I am also updating the Explorer to support the new hemorrhage severity option and will put a windows that you could use to play with hemorrhage.
(I will probably put up a windows build this weekend)

Hope this clarifies using hemorrhage
Thanks for testing!
And let us know if you have any more questions!

Thanks for all the feedback! I have confirmed I am getting the same results you showed. For the injury model, my lack of medical knowledge is definitely showing, so thank you for the pointers!

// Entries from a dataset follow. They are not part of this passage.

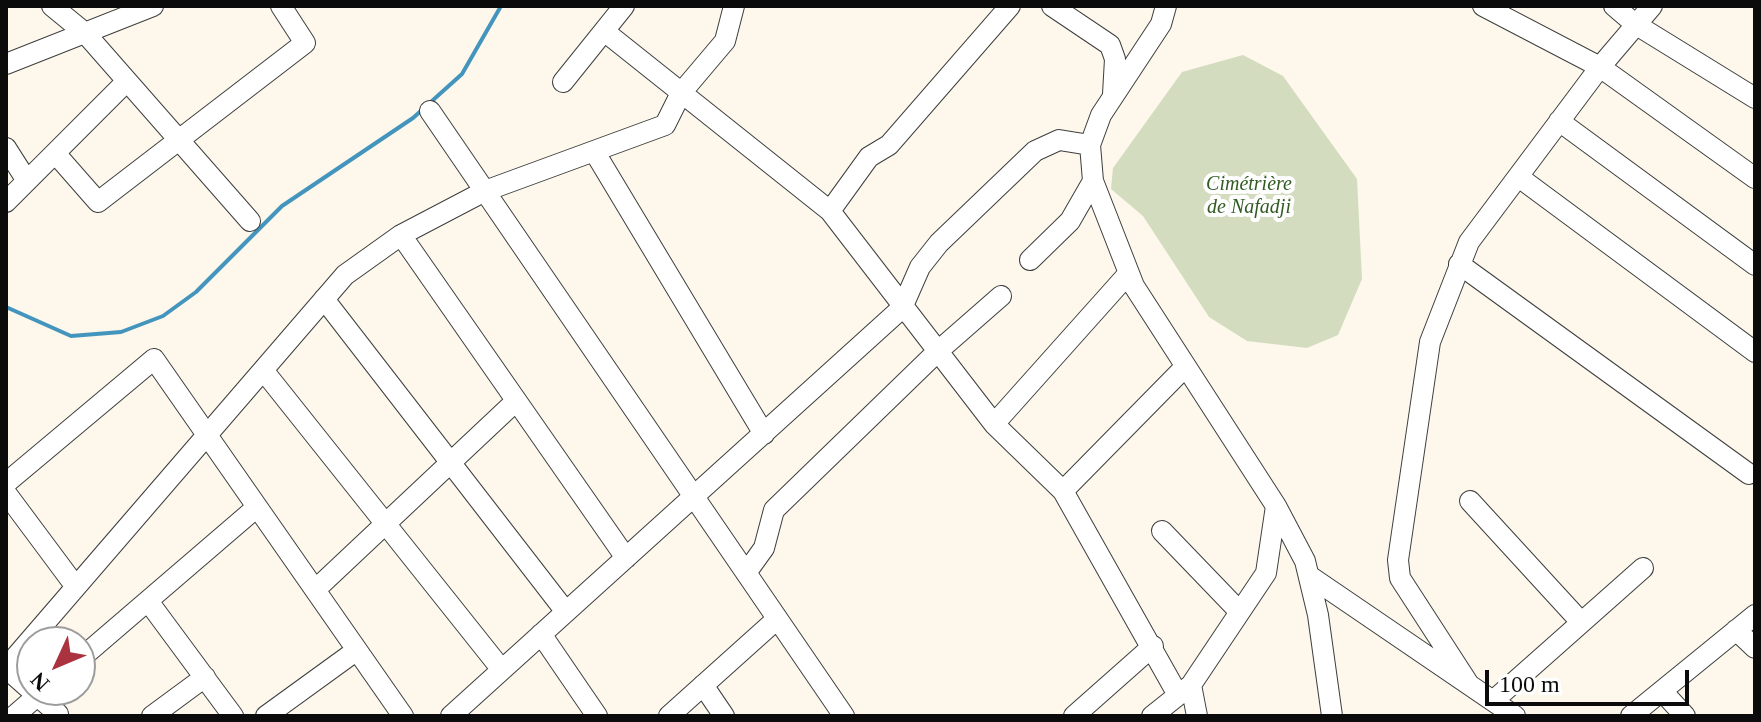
<!DOCTYPE html>
<html>
<head>
<meta charset="utf-8">
<style>
	body { margin:0 }
	#map { position:relative; width:1761px; height:722px; overflow:hidden; background:#fdf8eb; font-family:Georgia,serif }
	canvas { display:block }
	.frame { position:absolute; inset:0; border:8px solid #0b0b0b; pointer-events:none }
	.north { position:absolute; left:16px; top:626px; width:80px; height:80px; box-sizing:border-box; background:#fff; border:2px solid #9d9d9d; border-radius:50%; rotate:226deg; font-size:22px; font-weight:700; line-height:32px; text-align:center; color:#0b0b0b }
	.north::after { content:''; display:block; margin:auto; width:28px; height:36px; background:#ab3340; clip-path:polygon(50% 0,100% 100%,50% 72%,0 100%) }
	.scale { position:absolute; left:1485px; top:670px; width:204px; height:36px; box-sizing:border-box; border:4px solid #0b0b0b; border-top:0; padding-left:10px; font-size:24px; line-height:28px; white-space:nowrap; color:#0b0b0b; -webkit-text-stroke:6px #fff; paint-order:stroke }
</style>
</head>
<body>
<div id="map">
<canvas width="1761" height="722"></canvas>
<div class="frame"></div>
<div class="north">N</div>
<div class="scale">100 m</div>
</div>
<script>
const ctx = document.querySelector('canvas').getContext('2d');
ctx.lineJoin = 'round';
function fillPath(path, color) { ctx.fillStyle = color; ctx.fill(path, 'evenodd'); }
function trace(path, color, width, dash) { ctx.strokeStyle = color; ctx.lineWidth = width; ctx.lineCap = dash ? 'butt' : 'round'; ctx.setLineDash(dash || []); ctx.stroke(path); }
function drawText(font, color, halo, rows, align = 'center') {
  ctx.font = font + ' Georgia,serif'; ctx.lineWidth = 8; ctx.setLineDash([]); ctx.textBaseline = 'middle'; ctx.strokeStyle = halo; ctx.fillStyle = color; for (const [text, x, y, turn = 0] of rows) {
    ctx.save(); ctx.translate(x, y); ctx.rotate((+turn || 0) * Math.PI / 180); ctx.textAlign = isNaN(turn) ? turn : align; if (halo) ctx.strokeText(text, 0, 0); ctx.fillText(text, 0, 0); ctx.restore();
  }
}
fillPath(new Path2D(`
	M1243,55l40,21 74,103 5,100 -24,56 -31,13 -60,-7 -38,-24 -66,-101 -32,-27 2,-21 69,-96z`), '#d4dcbf');
trace(new Path2D(`
	M6,307l65,29 50,-4 42,-16 33,-24 86,-86 131,-88 49,-44 39,-68`), '#4495be', 4);
const minor = new Path2D(`
	M52,6l33,27 165,188
	M1052,6l58,39 5,14 -2,35
	M1166,6l-5,18 -60,91 -11,30 3,36 41,105 142,220 29,55 13,54 14,101
	M1483,6l117,61 155,111
	M1614,6l21,18 120,74
	M604,31l226,180 164,213 69,67 115,204
	M6,64l147,-58
	M563,82l61,-76
	M430,111l414,605
	M1559,121l196,144
	M6,148l21,33
	M594,151l170,283
	M55,153l43,49 207,-159 -24,-37
	M1520,178l235,174
	M6,202l121,-121
	M830,211l39,-54 20,-12 121,-139
	M401,235l225,323
	M1030,260l40,-39 23,-40
	M1459,264l290,210
	M324,299l242,313
	M263,370l239,300
	M994,424l134,-150
	M6,483l148,-124 249,357
	M1063,491l122,-124
	M6,493l70,94
	M1470,501l110,120
	M1162,531l76,79
	M746,573l18,-25 10,-38 163,-158 64,-56
	M1311,577l204,139
	M315,590l201,-189
	M148,601l85,115
	M1736,630l19,18
	M541,634l56,82
	M80,659l177,-152
	M6,668l339,-393 56,-40 84,-44 180,-66 16,-32 44,-52 9,-35
	M6,668l52,46
	M1468,683l-68,-105 -2,-18 32,-218 39,-100 131,-175 52,-61
	M703,685l21,31
	M1191,685l6,31
	M1662,691l23,25
	M1493,701l150,-133
	M14,716l30,-26
	M152,716l53,-39
	M266,716l91,-66
	M451,716l451,-408 18,-41 19,-24 96,-92 24,-11 31,5
	M669,716l108,-97
	M1074,716l79,-70
	M1152,716l39,-31 75,-112 10,-67
	M1631,716l124,-101`);
trace(minor, '#3e3e3e', 22);
trace(minor, '#fff', 20);
drawText('italic 20px', '#325b23', '#fff', [
	["Cimétrière",1249,185],
	["de Nafadji",1249,208]
]);
</script>
</body>
</html>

I don’t think this is related, but I just wanted to make sure (I can post a separate question if not) – my understanding is that if someone loses a lot of blood, they will eventually get hypothermia. However, I have not been able to make this happen. If I remove the lung hemorrhages and reduce the skin and muscle to 0.1 severity, the patient gets a low-grade fever, and the temperature continues to rise (slowly) until the vasculature collapse at around 29 mins in. Do you have any insight into why I’m getting a temperature rise instead of fall?

I have not explicitly modeled the temperature effects. Let me take a look this week and I will get back to you. I might be able to fix it quickly…or not. :slight_smile:

That would be great! A customer representative has identified the “lethal triad” as an important thing to model, and hypothermia from hemorrhage is part of that. While we’re discussing it, does Pulse model acidosis or coagulopathy (the other parts of the lethal triad)? I think the hypothermia might be the most important for our use case, but it would help to know the status of these others, too.


We do not model coagulopathy. We model acidosis in a limited way with it occurring in the form of respiratory acidosis and metabolic acidosis. I believe our pH reacts correctly during hemorrhage. I will look at this further when I test the hypothermia during hemorrhage. I should have more info after the holiday.


Just following up on this – does it look like the temperature effects of hemorrhage will be easy to incorporate?